This had always been a diary for the nightmares, for the trauma … not for real-life shit.

Yet now she had some heavy, heavy shit going on. And it was choking her, just thinking about it.

This is a different kind of dragon—a different nightmare. Somebody is trying to take me over and I hate it. Somebody is trying to claim the one thing I take pride in … and I don’t know how to stop it.

Well, that’s not entirely true, I guess. It’s just not moving fast enough. I’ve contacted the right people, but they haven’t gotten back to me yet. It’s only been a few hours, but it feels like a lifetime.

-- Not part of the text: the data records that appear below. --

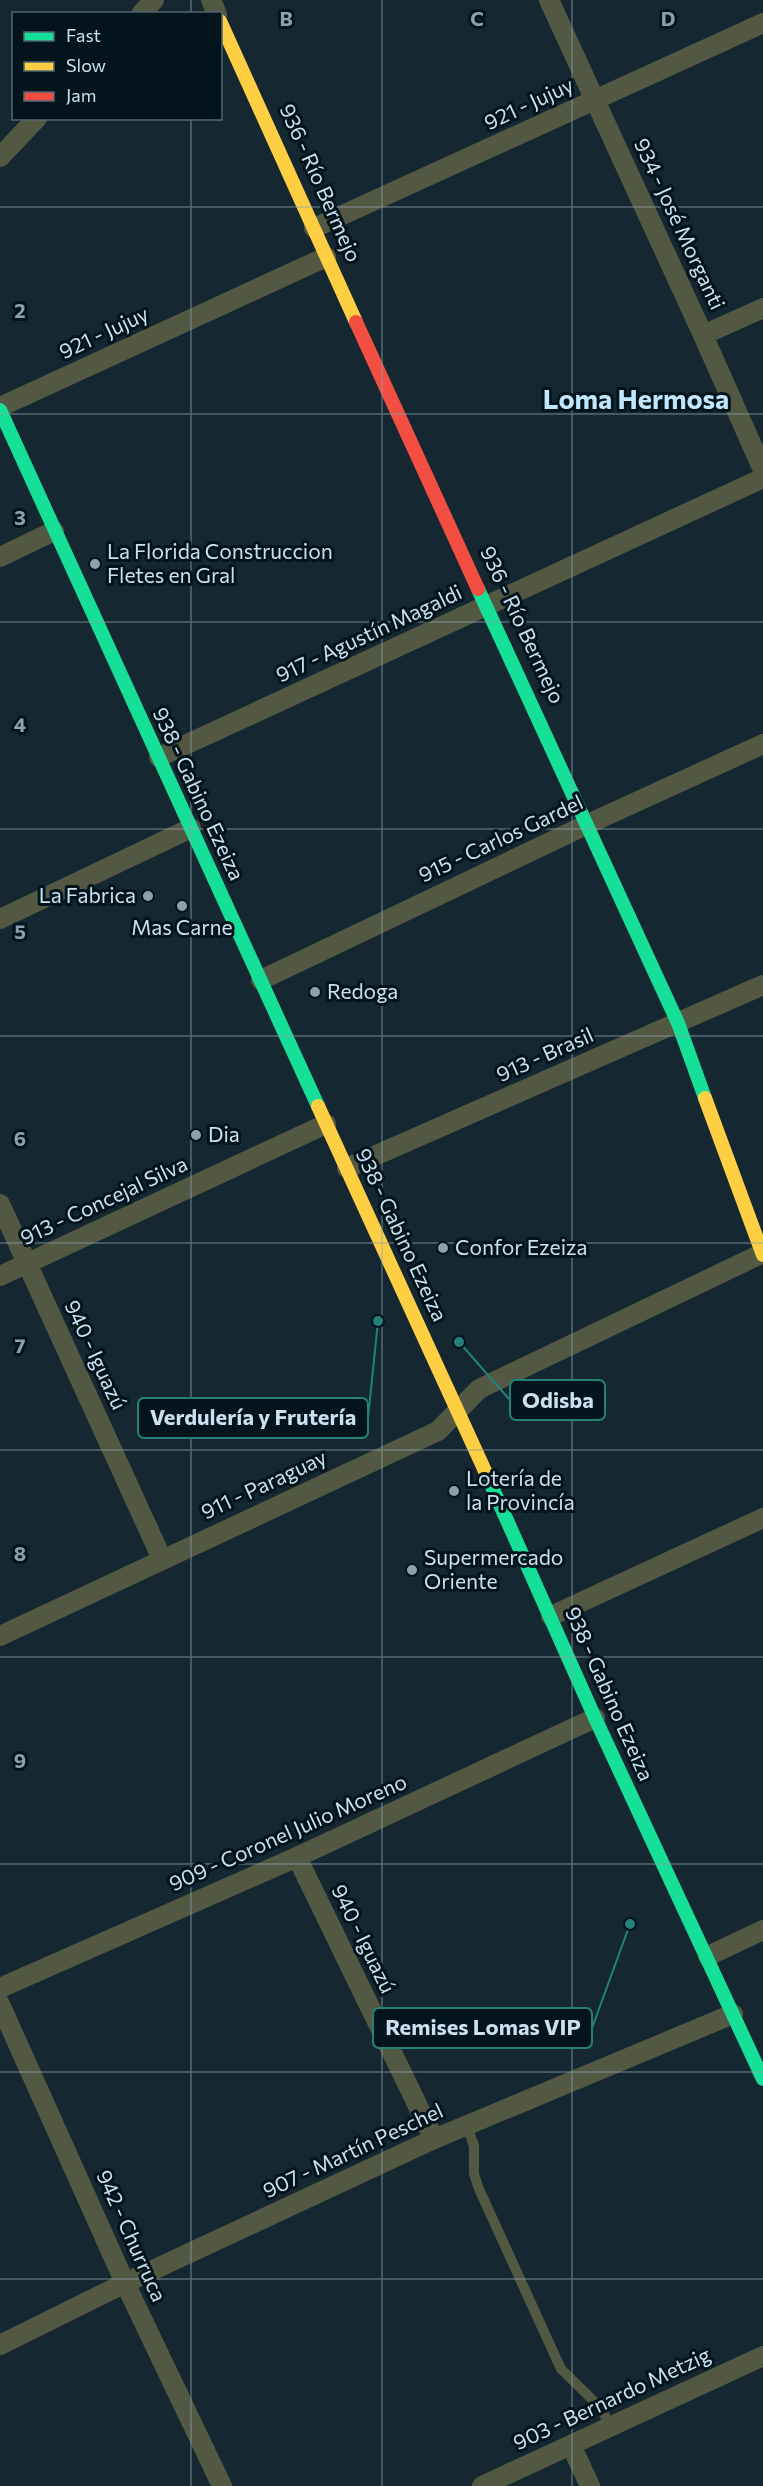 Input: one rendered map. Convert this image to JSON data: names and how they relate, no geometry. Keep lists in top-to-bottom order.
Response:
{
  "streets": {
    "street": [
      "921 - Jujuy",
      "936 - Río Bermejo",
      "934 - José Morganti",
      "917 - Agustín Magaldi",
      "938 - Gabino Ezeiza",
      "915 - Carlos Gardel",
      "913 - Brasil",
      "913 - Concejal Silva",
      "940 - Iguazú",
      "911 - Paraguay",
      "909 - Coronel Julio Moreno",
      "907 - Martín Peschel",
      "942 - Churruca",
      "903 - Bernardo Metzig"
    ]
  },
  "crossings": [
    ["921 - Jujuy", "936 - Río Bermejo"],
    ["921 - Jujuy", "934 - José Morganti"],
    ["921 - Jujuy", "938 - Gabino Ezeiza"],
    ["936 - Río Bermejo", "917 - Agustín Magaldi"],
    ["936 - Río Bermejo", "915 - Carlos Gardel"],
    ["936 - Río Bermejo", "913 - Brasil"],
    ["936 - Río Bermejo", "911 - Paraguay"],
    ["917 - Agustín Magaldi", "938 - Gabino Ezeiza"],
    ["938 - Gabino Ezeiza", "915 - Carlos Gardel"],
    ["938 - Gabino Ezeiza", "913 - Brasil"],
    ["938 - Gabino Ezeiza", "913 - Concejal Silva"],
    ["938 - Gabino Ezeiza", "911 - Paraguay"],
    ["938 - Gabino Ezeiza", "909 - Coronel Julio Moreno"],
    ["938 - Gabino Ezeiza", "907 - Martín Peschel"],
    ["913 - Concejal Silva", "940 - Iguazú"],
    ["940 - Iguazú", "911 - Paraguay"],
    ["940 - Iguazú", "909 - Coronel Julio Moreno"],
    ["940 - Iguazú", "907 - Martín Peschel"],
    ["907 - Martín Peschel", "942 - Churruca"]
  ],
  "districts": ["Loma Hermosa"],
  "places": [
    "La Florida Construccion Fletes en Gral",
    "La Fabrica",
    "Mas Carne",
    "Redoga",
    "Dia",
    "Confor Ezeiza",
    "Verdulería y Frutería",
    "Odisba",
    "Lotería de la Provincía",
    "Supermercado Oriente",
    "Remises Lomas VIP"
  ],
  "legend": ["Fast", "Slow", "Jam"],
  "grid": {
    "columns": ["B", "C", "D"],
    "rows": [
      "2",
      "3",
      "4",
      "5",
      "6",
      "7",
      "8",
      "9"
    ]
  }
} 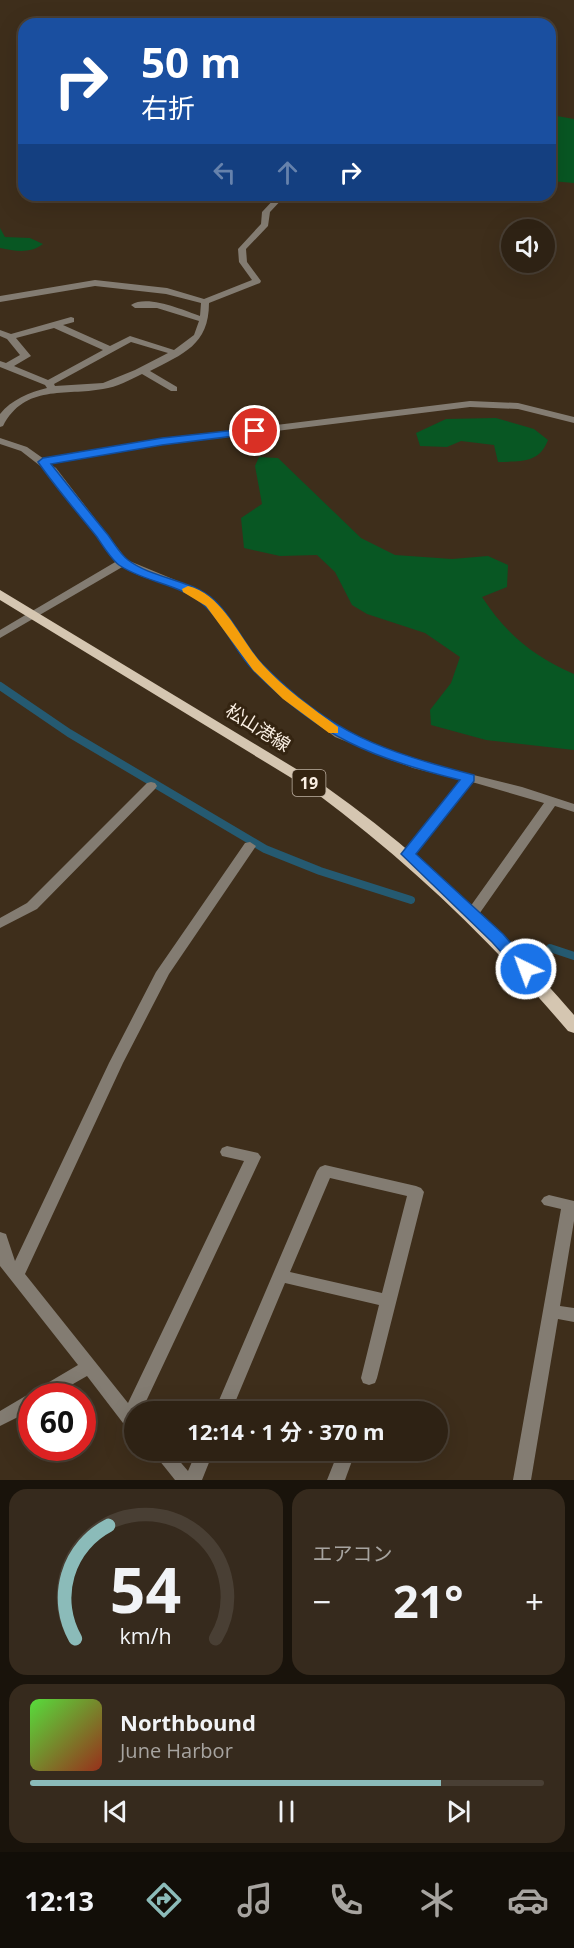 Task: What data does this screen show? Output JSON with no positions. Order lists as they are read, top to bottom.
{
  "streets": {
    "main road": ["松山港線", "19"]
  },
  "page": {
    "turn": ["50 m", "右折"],
    "limit": "60",
    "trip": "12:14 · 1 分 · 370 m",
    "tile": "エアコン",
    "heat": ["−", "21°", "+"],
    "song": ["Northbound", "June Harbor"],
    "tabs": "12:13",
    "gauge": ["54", "km/h"]
  }
}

I’ve worked too hard to get where I am … I’m not letting this happen.

By the time she finished the entry, there was a headache brewing at the base of her skull and her eyelids were heavy.

But no rest for the weary. Not yet.

Shay let herself break long enough for some coffee and half a sandwich. Her gut didn’t even want that much, but she knew better than to totally skip eating. While she munched on her sandwich, she checked her email.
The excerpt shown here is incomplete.